_What is required:_
Report, from the records below, every line where the word "stream" appears.

(Collected data entries)

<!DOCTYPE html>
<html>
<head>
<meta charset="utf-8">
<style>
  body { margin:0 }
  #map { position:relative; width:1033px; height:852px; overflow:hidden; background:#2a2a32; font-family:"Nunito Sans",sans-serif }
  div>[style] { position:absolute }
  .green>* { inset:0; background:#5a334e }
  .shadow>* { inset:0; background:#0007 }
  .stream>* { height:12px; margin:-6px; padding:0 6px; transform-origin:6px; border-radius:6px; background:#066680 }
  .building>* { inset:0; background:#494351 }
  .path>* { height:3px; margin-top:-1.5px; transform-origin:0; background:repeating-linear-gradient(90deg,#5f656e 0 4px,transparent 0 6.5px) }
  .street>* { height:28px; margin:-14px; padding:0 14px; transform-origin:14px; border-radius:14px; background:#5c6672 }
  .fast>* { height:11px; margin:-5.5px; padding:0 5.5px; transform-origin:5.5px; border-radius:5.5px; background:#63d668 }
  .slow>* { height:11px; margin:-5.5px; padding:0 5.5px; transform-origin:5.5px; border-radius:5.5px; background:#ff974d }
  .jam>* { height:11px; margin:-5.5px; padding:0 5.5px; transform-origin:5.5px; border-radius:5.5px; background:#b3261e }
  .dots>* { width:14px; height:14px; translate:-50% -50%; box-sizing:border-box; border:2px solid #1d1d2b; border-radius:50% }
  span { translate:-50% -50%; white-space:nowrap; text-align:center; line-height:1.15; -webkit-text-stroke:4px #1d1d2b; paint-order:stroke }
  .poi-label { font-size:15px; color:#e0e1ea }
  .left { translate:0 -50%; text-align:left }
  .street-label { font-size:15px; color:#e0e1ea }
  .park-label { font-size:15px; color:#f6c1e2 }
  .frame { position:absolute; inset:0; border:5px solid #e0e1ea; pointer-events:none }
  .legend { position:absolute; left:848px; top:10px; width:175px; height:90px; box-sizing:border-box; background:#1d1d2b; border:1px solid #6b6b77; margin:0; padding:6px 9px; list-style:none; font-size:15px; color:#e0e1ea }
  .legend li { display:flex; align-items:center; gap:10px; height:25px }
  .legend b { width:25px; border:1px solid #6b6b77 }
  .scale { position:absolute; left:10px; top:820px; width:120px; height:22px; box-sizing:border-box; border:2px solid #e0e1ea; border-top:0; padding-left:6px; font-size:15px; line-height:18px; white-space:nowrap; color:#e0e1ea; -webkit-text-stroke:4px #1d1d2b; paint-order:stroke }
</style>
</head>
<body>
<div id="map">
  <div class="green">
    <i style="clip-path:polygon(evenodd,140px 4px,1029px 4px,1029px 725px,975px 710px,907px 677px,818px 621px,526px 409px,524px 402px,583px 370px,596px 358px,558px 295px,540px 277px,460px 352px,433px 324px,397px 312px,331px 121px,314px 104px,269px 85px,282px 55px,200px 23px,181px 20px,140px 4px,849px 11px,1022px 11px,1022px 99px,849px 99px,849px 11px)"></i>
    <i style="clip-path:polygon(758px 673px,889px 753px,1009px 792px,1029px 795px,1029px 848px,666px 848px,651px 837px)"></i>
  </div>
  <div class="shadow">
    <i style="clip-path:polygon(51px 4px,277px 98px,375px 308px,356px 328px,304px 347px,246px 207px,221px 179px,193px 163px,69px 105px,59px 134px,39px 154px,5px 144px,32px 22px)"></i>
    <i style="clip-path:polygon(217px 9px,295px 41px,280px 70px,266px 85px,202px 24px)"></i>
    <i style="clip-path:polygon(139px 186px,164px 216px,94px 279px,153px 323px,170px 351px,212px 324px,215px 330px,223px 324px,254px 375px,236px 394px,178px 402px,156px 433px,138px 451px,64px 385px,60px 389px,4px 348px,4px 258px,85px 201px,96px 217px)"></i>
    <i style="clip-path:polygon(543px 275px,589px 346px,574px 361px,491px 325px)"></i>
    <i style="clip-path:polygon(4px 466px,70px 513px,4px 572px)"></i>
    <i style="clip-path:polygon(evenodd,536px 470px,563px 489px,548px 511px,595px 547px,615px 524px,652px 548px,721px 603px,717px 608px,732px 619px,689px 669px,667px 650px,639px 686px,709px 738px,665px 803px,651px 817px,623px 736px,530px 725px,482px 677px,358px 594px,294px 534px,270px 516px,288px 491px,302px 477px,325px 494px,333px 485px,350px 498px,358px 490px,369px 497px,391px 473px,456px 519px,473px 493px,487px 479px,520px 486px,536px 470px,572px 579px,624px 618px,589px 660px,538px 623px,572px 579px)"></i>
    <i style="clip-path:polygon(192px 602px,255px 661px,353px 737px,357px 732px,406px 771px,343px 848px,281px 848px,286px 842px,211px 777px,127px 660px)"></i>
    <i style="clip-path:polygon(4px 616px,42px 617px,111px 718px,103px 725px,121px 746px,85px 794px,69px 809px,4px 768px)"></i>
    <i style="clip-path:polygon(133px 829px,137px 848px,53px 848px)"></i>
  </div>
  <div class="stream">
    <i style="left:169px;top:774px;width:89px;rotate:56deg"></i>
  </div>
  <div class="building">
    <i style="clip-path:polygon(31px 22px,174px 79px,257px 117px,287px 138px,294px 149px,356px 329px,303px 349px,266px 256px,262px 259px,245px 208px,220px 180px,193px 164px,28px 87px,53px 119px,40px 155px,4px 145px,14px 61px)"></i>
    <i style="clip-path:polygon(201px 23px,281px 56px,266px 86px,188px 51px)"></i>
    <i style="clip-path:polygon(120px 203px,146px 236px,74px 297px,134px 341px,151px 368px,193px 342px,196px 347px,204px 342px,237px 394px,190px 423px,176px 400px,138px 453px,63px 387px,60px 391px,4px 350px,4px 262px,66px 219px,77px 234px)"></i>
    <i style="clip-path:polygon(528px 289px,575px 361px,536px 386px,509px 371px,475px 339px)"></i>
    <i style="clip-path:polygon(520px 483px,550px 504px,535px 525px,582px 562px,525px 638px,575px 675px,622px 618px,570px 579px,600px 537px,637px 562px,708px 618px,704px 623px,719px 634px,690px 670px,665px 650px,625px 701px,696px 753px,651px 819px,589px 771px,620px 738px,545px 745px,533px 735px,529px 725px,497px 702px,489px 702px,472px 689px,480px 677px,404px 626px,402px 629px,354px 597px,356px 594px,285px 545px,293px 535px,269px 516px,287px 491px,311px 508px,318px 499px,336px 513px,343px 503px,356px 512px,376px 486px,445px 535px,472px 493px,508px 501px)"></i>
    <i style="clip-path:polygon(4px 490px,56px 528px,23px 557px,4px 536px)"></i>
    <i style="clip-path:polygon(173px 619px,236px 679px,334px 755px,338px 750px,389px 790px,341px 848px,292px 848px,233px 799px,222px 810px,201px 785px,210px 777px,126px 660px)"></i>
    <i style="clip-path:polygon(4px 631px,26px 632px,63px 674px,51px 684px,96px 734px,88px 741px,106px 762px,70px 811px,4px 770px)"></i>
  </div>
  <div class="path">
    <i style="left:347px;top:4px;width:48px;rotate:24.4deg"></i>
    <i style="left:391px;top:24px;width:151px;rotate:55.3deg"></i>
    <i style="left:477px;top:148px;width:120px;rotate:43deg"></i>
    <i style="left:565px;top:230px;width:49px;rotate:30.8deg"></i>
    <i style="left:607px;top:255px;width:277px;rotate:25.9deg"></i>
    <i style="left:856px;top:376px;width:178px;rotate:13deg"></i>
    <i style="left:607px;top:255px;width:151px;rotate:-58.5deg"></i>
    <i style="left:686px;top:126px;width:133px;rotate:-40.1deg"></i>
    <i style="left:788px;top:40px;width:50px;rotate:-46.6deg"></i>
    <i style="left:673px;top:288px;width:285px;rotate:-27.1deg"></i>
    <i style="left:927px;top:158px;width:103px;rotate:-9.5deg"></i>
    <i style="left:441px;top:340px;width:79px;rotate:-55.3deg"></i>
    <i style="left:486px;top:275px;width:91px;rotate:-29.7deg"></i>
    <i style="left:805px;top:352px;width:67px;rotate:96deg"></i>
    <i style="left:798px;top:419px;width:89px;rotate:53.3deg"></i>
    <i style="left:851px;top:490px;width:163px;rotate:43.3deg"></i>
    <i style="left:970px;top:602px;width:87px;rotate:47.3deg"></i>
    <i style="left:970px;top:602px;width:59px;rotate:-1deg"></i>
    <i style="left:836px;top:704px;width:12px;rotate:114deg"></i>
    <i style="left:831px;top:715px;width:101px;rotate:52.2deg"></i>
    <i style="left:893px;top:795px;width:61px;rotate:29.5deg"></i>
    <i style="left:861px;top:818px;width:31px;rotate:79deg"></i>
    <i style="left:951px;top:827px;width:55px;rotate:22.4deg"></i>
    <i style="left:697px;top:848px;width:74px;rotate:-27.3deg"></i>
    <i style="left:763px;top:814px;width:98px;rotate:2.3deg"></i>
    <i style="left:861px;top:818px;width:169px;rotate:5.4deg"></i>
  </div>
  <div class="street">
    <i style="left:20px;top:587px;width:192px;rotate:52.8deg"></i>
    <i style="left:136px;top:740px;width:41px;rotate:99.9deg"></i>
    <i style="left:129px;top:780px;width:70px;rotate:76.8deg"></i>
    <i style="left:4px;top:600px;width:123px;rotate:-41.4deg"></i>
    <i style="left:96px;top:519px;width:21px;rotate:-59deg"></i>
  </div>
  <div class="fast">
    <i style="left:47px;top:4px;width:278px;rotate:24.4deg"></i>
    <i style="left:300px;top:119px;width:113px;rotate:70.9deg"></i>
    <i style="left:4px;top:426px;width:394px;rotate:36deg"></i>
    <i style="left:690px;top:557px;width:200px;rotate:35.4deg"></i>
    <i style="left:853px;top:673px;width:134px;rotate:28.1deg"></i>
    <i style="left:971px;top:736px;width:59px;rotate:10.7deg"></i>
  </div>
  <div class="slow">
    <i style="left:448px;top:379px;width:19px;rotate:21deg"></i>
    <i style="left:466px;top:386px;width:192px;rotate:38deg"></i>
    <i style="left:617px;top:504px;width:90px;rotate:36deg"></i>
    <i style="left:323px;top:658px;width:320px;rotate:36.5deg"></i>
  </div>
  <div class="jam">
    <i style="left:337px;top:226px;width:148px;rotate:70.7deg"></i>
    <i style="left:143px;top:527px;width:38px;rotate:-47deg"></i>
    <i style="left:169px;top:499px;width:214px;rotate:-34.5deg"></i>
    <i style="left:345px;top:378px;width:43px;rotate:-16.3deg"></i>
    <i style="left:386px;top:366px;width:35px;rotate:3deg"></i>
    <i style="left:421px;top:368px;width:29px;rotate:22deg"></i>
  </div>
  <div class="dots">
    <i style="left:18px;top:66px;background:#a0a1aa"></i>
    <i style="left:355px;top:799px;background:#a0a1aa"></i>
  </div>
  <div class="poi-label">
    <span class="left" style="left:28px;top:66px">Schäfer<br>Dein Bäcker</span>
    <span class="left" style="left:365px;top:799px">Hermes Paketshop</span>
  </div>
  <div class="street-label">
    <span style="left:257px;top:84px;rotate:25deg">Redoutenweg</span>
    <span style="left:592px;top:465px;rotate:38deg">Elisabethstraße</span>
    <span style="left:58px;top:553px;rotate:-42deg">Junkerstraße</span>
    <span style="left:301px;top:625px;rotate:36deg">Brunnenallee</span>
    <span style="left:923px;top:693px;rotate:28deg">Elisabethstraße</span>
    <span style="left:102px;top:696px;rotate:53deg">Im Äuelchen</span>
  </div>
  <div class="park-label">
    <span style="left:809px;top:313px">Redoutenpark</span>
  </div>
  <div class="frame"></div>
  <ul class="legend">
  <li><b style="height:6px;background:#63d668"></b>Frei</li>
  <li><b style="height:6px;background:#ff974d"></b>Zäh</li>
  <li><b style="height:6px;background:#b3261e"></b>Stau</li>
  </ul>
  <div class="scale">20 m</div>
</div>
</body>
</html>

_Exercise solution:_
  .stream>* { height:12px; margin:-6px; padding:0 6px; transform-origin:6px; border-radius:6px; background:#066680 }
  <div class="stream">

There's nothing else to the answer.